La puissance architecturale de la Ferme des Tournelles réside dans sa simplicité et la massivité de ces volumes entourant un espace central protégé où se concentre la vie, disposition traditionnellement introvertie, totalement clos, se protégeant des intempéries et du vaste monde extérieur. Ce n’est pas sans rappeler le château fort, avec sa vaste cour et ses tours ponctuant les courtines.
Les deux immenses constructions aveugles bordant l’accès nord/est émergent telles deux tours d’entrée de ville ou encore comme deux donjons assurant par leurs masses imposantes la tranquillité et la sécurité du site.

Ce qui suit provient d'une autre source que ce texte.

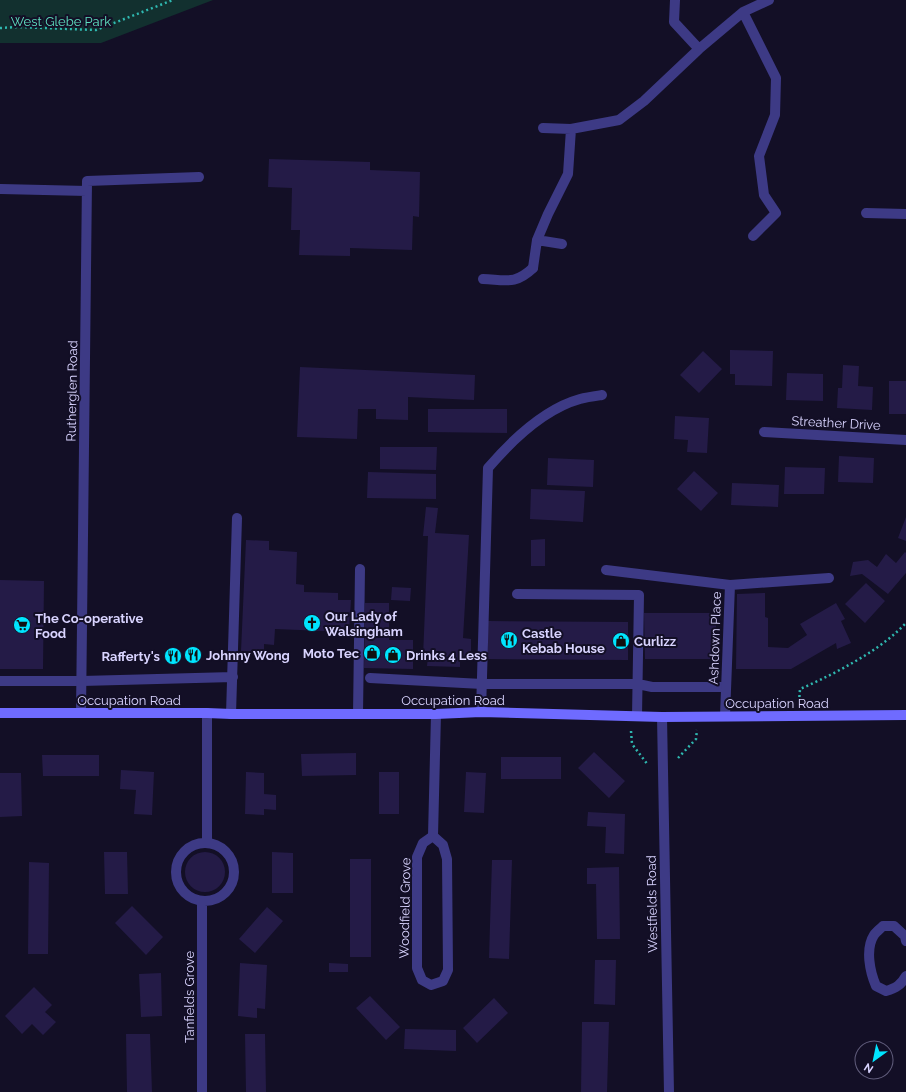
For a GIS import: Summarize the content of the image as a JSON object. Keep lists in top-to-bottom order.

Si les grands volumes principaux des deux granges ont pu être préservés, le diagnostic pratiqué en début d’opération a conduit à ne pas conserver les constructions des deux ailes latérales bordant la cour sur ces faces nord/ouest et sud/est, compte tenu à la fois de leur état sanitaire très dégradé et de leurs conditions spatiales difficilement exploitables.
Deux constructions neuves ont ainsi été implantées en lieu et place des ailes déconstruites pour abriter, au sud/est de la cour, les ateliers de l’école de musique, et au nord/ouest, la salle polyvalente et les locaux d’accompagnement de la salle de spectacle (bureaux, loges, dégagement de scène…).
Ces deux extensions ont été traitées à la manière de murs d’enceinte en vue de restituer l’esprit initial du corps de ferme et sa morphologie générale organisée autour de la grande cour centrale distributive.

La recherche d’une grande cohérence avec les vestiges conservés a conduit à réutiliser les matériaux des ailes d’origine et inventer un nouvel épiderme à partir des matériaux déjà présents sur le site.
Les tuiles et les moellons ont ainsi été déposés, décrottés, criblés et stockés en différents monticules de nature et de granulométrie diverses pour ensuite être réemployés sous forme de nouvelle composition de calcaire et de terre cuite évoquant des couches géologiques et rappelant l’ancrage au territoire.
Ces grandes parois minérales continues, rythmées et animées par des percements circulaires disposés de façon aléatoire pour assurer l’apport de lumière naturel et ménager des dégagements visuels, s’interrompent ponctuellement pour laisser apparaître les accès aux différentes entités de l’équipement.
Les différentes entrées sont desservies par un cheminement périphérique en pavés de réemploi issus des aménagements extérieurs de la ferme originelle et accessible soit par les entrées historiques de la cour depuis la rue des fermes ou la rue des pommiers, soit par le parc de stationnement végétalisé aménagé au sud/est de l’équipement.
L’espace central minéral de la cour, traité en stabilisé, accueille un amphithéâtre gradiné destiné à la gestion des eaux pluviales et invitant les utilisateurs à poursuivre les activités musicales en plein air pendant les beaux jours.


Le traitement intérieur des espaces est basé sur l’emploi de matériaux laissés bruts, limitant les effets, les manières, dans le but de renforcer l’importance de la matérialité du projet et ancrer encore davantage l’équipement dans son histoire, dans la mémoire du lieu.
L’association du béton banché laissé nu des parois verticales, des maçonneries en moellons des deux granges restaurées par un rejointoiement à peine dégrossi, des chapes minérales et de la fibre de bois anthracite des sols et plafonds avec le bois blond des parements acoustiques confère à l’ensemble une atmosphère presque monacale propice à la pratique musicale.